▸ **YOUR OBJECTIVE**:
Repeat every record below exactly, omitting any pictures.

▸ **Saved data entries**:
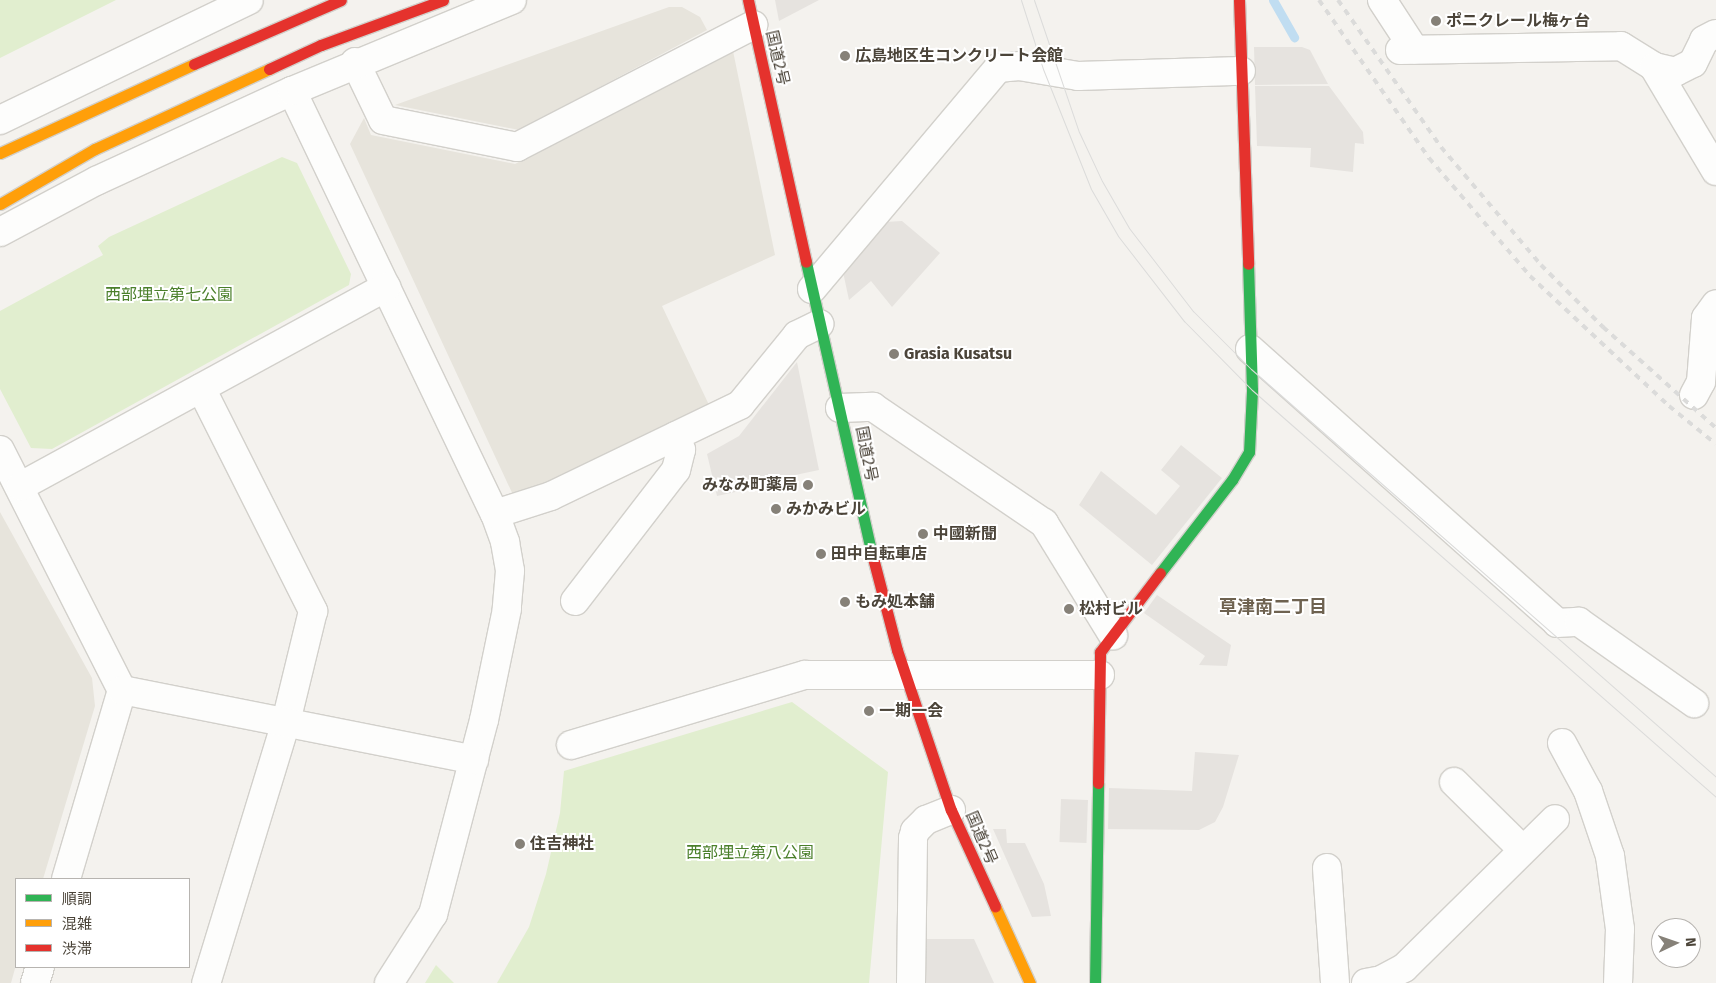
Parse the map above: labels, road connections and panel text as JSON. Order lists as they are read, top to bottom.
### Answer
{
  "streets": {
    "main road": ["国道2号"]
  },
  "districts": ["草津南二丁目"],
  "parks": ["西部埋立第七公園", "西部埋立第八公園"],
  "places": [
    "ポニクレール梅ヶ台",
    "広島地区生コンクリート会館",
    "Grasia Kusatsu",
    "みなみ町薬局",
    "みかみビル",
    "中國新聞",
    "田中自転車店",
    "もみ処本舗",
    "松村ビル",
    "一期一会",
    "住吉神社"
  ],
  "legend": ["順調", "混雑", "渋滞"],
  "north": "right"
}
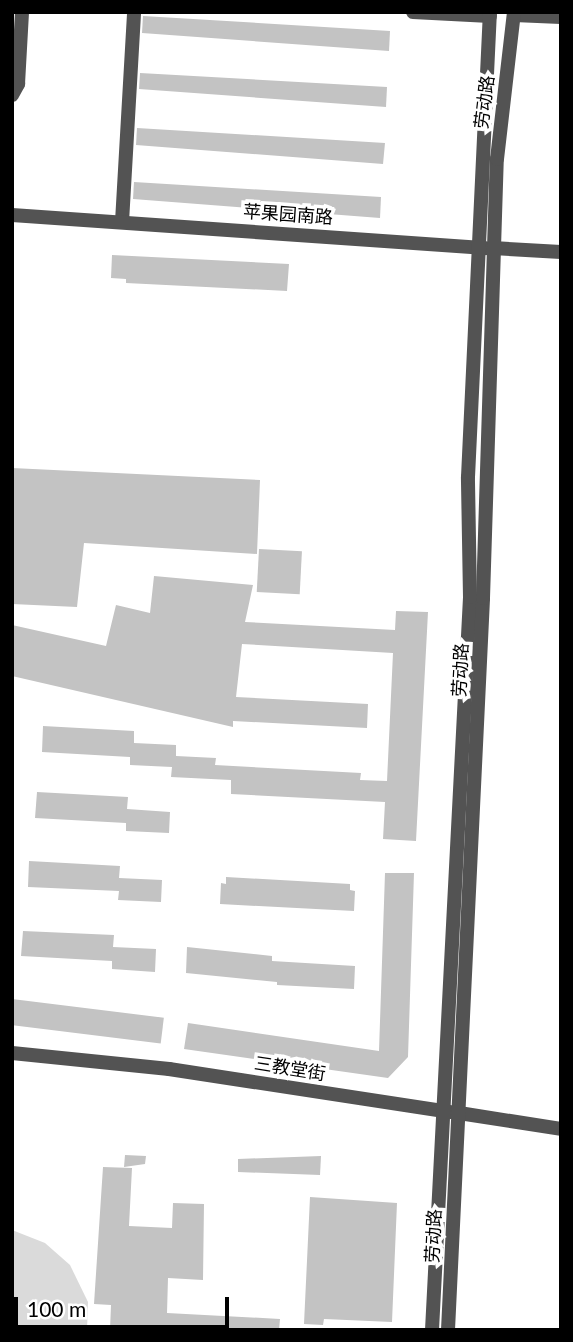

▸ **EXERCISE SOLUTION**:
Parse the map above: labels, road connections and panel text as JSON. Order lists as they are read, top to bottom.
### Answer
{
  "streets": {
    "main road": ["国道2号"]
  },
  "districts": ["草津南二丁目"],
  "parks": ["西部埋立第七公園", "西部埋立第八公園"],
  "places": [
    "ポニクレール梅ヶ台",
    "広島地区生コンクリート会館",
    "Grasia Kusatsu",
    "みなみ町薬局",
    "みかみビル",
    "中國新聞",
    "田中自転車店",
    "もみ処本舗",
    "松村ビル",
    "一期一会",
    "住吉神社"
  ],
  "legend": ["順調", "混雑", "渋滞"],
  "north": "right"
}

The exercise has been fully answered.